── Listed entries

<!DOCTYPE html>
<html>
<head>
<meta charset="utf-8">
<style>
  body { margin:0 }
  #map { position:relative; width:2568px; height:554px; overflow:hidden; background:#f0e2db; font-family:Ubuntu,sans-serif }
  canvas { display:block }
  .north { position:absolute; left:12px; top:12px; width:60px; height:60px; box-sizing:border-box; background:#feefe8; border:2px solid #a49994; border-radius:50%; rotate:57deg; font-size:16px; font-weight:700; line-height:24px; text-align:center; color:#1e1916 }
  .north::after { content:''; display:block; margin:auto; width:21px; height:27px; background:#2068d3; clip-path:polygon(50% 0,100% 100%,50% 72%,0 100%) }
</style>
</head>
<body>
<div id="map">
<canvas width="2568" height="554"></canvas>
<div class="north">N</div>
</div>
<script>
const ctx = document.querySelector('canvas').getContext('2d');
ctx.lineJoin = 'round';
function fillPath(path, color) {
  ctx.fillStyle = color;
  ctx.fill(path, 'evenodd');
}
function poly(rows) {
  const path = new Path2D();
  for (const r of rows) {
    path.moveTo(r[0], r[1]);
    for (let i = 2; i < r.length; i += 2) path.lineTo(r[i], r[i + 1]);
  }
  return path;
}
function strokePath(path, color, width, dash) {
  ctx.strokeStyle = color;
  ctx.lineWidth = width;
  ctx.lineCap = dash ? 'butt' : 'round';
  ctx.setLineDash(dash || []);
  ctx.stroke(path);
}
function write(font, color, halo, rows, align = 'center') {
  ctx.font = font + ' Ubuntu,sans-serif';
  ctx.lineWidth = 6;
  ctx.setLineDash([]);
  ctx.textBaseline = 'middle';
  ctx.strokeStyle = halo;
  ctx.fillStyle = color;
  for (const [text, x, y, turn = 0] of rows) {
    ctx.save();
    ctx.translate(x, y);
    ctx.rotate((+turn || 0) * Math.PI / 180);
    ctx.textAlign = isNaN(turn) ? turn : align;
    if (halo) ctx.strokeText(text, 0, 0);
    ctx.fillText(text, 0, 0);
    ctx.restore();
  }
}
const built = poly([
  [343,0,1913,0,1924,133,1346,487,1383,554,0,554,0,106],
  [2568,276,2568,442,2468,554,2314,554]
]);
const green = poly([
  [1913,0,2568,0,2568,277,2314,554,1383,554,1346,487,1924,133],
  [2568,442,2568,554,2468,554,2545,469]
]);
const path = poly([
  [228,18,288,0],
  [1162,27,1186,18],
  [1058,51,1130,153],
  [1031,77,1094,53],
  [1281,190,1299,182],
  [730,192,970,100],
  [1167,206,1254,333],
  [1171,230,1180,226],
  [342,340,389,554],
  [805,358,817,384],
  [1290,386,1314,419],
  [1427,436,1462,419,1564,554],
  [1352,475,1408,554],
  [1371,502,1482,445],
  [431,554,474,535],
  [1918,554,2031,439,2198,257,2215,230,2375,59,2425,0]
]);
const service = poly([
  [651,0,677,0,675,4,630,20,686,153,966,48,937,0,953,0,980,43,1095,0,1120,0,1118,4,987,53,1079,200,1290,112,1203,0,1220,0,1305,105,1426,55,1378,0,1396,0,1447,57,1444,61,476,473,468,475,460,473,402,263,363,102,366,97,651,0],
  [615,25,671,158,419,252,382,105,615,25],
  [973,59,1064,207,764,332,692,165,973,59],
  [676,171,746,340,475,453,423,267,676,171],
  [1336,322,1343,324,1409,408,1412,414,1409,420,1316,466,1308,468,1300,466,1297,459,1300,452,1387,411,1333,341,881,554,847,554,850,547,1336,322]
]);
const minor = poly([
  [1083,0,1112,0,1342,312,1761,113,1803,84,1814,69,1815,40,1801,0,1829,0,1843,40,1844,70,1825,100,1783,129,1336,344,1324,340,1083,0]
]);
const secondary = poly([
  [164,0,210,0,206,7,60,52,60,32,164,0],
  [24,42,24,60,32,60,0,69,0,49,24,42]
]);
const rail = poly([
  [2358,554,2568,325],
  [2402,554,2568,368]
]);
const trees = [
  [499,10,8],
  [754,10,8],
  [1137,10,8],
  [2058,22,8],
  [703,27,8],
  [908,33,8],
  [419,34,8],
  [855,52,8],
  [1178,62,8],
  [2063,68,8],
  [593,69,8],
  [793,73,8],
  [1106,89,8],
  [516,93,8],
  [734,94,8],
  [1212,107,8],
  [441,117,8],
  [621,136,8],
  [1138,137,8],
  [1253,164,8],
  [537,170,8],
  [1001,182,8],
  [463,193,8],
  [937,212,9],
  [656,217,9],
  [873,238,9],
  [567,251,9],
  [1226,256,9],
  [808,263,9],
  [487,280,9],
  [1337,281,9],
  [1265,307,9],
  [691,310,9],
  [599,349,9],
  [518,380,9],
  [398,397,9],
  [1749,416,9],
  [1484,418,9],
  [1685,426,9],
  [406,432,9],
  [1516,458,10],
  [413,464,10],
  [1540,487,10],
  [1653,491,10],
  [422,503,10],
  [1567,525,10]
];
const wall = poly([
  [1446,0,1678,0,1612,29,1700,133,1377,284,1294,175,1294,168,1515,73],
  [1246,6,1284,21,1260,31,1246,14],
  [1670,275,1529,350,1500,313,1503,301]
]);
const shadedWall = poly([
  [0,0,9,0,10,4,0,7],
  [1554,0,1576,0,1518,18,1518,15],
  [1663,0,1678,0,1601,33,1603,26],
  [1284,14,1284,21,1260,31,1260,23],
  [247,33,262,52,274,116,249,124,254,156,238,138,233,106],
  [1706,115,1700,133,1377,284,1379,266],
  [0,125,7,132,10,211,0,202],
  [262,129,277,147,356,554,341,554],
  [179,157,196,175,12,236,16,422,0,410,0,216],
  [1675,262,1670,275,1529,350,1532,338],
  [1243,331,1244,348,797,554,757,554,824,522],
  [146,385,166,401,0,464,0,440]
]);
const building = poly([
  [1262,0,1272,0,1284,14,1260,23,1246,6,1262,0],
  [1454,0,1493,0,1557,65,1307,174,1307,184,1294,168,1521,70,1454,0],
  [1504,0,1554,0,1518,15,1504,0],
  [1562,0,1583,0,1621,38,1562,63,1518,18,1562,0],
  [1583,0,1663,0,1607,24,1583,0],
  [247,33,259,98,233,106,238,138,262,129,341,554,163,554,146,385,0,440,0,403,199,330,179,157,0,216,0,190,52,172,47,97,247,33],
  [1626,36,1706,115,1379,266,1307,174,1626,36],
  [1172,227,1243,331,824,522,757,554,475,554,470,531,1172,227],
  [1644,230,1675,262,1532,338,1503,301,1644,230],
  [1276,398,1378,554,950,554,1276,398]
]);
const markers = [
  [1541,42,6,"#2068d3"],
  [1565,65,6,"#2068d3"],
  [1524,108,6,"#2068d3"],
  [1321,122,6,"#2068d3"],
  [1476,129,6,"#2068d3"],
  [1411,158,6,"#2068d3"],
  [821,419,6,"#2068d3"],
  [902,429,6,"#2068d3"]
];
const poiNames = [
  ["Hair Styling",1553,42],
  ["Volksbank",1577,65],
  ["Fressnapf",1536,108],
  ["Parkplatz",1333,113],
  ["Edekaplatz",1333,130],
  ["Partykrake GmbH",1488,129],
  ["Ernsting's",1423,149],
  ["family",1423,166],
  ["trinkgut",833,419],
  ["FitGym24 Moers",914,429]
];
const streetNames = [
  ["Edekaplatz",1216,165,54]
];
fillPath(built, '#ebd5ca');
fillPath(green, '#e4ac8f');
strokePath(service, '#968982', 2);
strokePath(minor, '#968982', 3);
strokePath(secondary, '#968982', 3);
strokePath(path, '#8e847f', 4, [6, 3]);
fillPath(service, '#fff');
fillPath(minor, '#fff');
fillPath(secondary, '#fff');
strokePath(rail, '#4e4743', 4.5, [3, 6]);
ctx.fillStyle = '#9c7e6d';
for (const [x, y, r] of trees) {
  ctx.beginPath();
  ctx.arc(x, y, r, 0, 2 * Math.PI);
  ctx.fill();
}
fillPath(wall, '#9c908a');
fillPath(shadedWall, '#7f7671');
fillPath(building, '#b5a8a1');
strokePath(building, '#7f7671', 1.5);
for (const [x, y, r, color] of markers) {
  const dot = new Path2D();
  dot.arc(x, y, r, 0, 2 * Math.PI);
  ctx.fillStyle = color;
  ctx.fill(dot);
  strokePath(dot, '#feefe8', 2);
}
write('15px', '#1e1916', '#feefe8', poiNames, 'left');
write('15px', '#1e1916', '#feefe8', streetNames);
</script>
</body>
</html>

────
── Listed entries

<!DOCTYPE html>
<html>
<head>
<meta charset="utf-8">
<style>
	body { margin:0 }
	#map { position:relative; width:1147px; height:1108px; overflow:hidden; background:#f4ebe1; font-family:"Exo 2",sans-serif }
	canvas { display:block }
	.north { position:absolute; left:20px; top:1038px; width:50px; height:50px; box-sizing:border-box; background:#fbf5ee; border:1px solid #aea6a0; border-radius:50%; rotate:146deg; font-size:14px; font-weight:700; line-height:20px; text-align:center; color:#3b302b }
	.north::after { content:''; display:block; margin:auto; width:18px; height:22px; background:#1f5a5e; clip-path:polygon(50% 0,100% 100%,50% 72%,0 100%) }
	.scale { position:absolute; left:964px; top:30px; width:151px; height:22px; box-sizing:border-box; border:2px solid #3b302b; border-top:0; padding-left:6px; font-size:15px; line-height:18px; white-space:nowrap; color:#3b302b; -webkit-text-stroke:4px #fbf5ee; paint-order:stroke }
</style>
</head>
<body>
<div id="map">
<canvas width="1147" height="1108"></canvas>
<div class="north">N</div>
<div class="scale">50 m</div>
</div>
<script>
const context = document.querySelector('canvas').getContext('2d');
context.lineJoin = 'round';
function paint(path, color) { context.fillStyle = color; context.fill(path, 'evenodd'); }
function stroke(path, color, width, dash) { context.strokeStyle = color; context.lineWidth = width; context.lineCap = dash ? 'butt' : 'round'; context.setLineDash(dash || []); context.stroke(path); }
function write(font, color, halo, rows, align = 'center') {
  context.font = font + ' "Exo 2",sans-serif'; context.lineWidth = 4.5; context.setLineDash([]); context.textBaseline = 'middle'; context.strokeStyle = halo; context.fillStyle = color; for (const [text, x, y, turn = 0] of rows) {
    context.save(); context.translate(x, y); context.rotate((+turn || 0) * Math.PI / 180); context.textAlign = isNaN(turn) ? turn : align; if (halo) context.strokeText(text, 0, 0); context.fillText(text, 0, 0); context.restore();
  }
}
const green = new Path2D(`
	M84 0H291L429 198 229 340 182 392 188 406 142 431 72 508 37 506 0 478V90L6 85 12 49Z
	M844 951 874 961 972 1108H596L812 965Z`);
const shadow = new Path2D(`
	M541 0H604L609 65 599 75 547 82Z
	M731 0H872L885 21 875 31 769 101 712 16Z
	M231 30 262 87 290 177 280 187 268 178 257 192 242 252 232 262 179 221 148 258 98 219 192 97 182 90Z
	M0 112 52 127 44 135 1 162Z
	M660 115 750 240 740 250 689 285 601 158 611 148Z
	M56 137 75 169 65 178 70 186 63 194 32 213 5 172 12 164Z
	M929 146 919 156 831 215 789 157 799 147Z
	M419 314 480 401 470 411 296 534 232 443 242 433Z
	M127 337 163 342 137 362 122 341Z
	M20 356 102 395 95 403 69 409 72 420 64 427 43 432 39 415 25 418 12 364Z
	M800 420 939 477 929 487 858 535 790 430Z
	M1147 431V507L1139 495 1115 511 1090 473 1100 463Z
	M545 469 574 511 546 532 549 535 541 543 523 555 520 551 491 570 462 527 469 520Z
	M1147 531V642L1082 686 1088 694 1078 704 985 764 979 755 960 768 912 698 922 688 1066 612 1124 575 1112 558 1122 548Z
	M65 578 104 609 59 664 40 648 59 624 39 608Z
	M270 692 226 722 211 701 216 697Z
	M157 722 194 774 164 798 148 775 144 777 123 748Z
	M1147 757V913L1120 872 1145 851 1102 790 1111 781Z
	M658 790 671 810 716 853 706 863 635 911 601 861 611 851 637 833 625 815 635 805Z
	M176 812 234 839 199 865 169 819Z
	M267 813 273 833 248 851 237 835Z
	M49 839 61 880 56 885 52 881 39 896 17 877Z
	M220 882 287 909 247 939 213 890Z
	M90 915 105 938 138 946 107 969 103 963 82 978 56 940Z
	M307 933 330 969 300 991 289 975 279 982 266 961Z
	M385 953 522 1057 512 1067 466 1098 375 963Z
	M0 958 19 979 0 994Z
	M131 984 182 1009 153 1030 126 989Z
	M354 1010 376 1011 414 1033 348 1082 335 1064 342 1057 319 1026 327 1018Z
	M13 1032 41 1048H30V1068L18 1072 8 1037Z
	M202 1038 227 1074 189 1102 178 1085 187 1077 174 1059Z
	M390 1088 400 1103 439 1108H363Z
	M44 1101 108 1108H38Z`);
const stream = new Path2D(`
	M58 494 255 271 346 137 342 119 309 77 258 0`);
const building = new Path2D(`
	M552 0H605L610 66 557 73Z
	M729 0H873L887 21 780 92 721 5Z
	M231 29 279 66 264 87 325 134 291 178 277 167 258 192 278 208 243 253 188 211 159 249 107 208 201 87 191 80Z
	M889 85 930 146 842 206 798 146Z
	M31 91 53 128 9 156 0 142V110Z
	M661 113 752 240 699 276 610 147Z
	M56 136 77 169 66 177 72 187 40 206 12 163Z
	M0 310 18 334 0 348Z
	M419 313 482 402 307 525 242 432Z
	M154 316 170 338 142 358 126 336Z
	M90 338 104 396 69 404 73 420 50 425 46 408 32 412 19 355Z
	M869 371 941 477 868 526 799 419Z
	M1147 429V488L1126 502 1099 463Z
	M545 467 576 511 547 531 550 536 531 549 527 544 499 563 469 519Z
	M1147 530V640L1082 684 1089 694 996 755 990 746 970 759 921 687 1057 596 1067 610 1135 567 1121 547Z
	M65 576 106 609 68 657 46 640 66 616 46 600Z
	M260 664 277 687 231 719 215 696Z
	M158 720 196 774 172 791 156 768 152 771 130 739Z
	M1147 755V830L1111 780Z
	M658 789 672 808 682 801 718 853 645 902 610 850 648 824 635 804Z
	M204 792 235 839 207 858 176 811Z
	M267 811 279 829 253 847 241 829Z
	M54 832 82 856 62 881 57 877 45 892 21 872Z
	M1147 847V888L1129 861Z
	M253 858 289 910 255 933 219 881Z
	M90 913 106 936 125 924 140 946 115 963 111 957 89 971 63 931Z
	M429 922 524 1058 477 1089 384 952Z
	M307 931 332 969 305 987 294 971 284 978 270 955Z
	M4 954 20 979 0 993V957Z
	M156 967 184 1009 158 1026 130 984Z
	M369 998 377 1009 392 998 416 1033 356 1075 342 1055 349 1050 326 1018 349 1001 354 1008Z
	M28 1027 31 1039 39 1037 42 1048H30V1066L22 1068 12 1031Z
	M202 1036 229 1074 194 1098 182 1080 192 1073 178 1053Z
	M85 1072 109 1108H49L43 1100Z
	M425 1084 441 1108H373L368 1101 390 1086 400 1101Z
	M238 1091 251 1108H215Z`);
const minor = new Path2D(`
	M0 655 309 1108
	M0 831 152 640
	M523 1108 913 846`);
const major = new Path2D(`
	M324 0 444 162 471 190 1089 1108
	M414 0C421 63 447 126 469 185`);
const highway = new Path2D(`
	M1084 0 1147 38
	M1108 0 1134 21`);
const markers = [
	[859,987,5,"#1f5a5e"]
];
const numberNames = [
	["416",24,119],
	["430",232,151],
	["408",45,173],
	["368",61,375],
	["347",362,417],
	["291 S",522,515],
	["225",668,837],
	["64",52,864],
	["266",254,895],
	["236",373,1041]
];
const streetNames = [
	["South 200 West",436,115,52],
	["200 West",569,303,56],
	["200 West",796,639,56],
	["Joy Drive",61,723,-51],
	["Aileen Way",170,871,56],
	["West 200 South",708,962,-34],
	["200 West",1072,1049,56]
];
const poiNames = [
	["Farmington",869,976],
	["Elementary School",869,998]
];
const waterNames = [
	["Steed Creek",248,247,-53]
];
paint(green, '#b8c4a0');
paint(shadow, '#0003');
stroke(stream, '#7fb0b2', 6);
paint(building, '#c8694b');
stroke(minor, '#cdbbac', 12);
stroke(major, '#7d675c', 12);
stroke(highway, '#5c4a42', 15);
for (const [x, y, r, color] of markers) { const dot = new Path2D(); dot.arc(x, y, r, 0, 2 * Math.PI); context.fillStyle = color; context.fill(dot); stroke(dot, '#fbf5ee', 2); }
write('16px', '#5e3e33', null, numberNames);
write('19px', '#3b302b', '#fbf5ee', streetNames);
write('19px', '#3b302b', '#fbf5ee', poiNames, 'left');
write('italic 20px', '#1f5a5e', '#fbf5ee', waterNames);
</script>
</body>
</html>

────

> [What is required]
Which lines above run from the one containing "M131 984 182 1009 153 1030 126 989Z" down to the one containing "M324 0 444 162 471 190 1089 1108"? Repeat exactly those, both ends included, and nothing else.

> [Answer to this problem]
	M131 984 182 1009 153 1030 126 989Z
	M354 1010 376 1011 414 1033 348 1082 335 1064 342 1057 319 1026 327 1018Z
	M13 1032 41 1048H30V1068L18 1072 8 1037Z
	M202 1038 227 1074 189 1102 178 1085 187 1077 174 1059Z
	M390 1088 400 1103 439 1108H363Z
	M44 1101 108 1108H38Z`);
const stream = new Path2D(`
	M58 494 255 271 346 137 342 119 309 77 258 0`);
const building = new Path2D(`
	M552 0H605L610 66 557 73Z
	M729 0H873L887 21 780 92 721 5Z
	M231 29 279 66 264 87 325 134 291 178 277 167 258 192 278 208 243 253 188 211 159 249 107 208 201 87 191 80Z
	M889 85 930 146 842 206 798 146Z
	M31 91 53 128 9 156 0 142V110Z
	M661 113 752 240 699 276 610 147Z
	M56 136 77 169 66 177 72 187 40 206 12 163Z
	M0 310 18 334 0 348Z
	M419 313 482 402 307 525 242 432Z
	M154 316 170 338 142 358 126 336Z
	M90 338 104 396 69 404 73 420 50 425 46 408 32 412 19 355Z
	M869 371 941 477 868 526 799 419Z
	M1147 429V488L1126 502 1099 463Z
	M545 467 576 511 547 531 550 536 531 549 527 544 499 563 469 519Z
	M1147 530V640L1082 684 1089 694 996 755 990 746 970 759 921 687 1057 596 1067 610 1135 567 1121 547Z
	M65 576 106 609 68 657 46 640 66 616 46 600Z
	M260 664 277 687 231 719 215 696Z
	M158 720 196 774 172 791 156 768 152 771 130 739Z
	M1147 755V830L1111 780Z
	M658 789 672 808 682 801 718 853 645 902 610 850 648 824 635 804Z
	M204 792 235 839 207 858 176 811Z
	M267 811 279 829 253 847 241 829Z
	M54 832 82 856 62 881 57 877 45 892 21 872Z
	M1147 847V888L1129 861Z
	M253 858 289 910 255 933 219 881Z
	M90 913 106 936 125 924 140 946 115 963 111 957 89 971 63 931Z
	M429 922 524 1058 477 1089 384 952Z
	M307 931 332 969 305 987 294 971 284 978 270 955Z
	M4 954 20 979 0 993V957Z
	M156 967 184 1009 158 1026 130 984Z
	M369 998 377 1009 392 998 416 1033 356 1075 342 1055 349 1050 326 1018 349 1001 354 1008Z
	M28 1027 31 1039 39 1037 42 1048H30V1066L22 1068 12 1031Z
	M202 1036 229 1074 194 1098 182 1080 192 1073 178 1053Z
	M85 1072 109 1108H49L43 1100Z
	M425 1084 441 1108H373L368 1101 390 1086 400 1101Z
	M238 1091 251 1108H215Z`);
const minor = new Path2D(`
	M0 655 309 1108
	M0 831 152 640
	M523 1108 913 846`);
const major = new Path2D(`
	M324 0 444 162 471 190 1089 1108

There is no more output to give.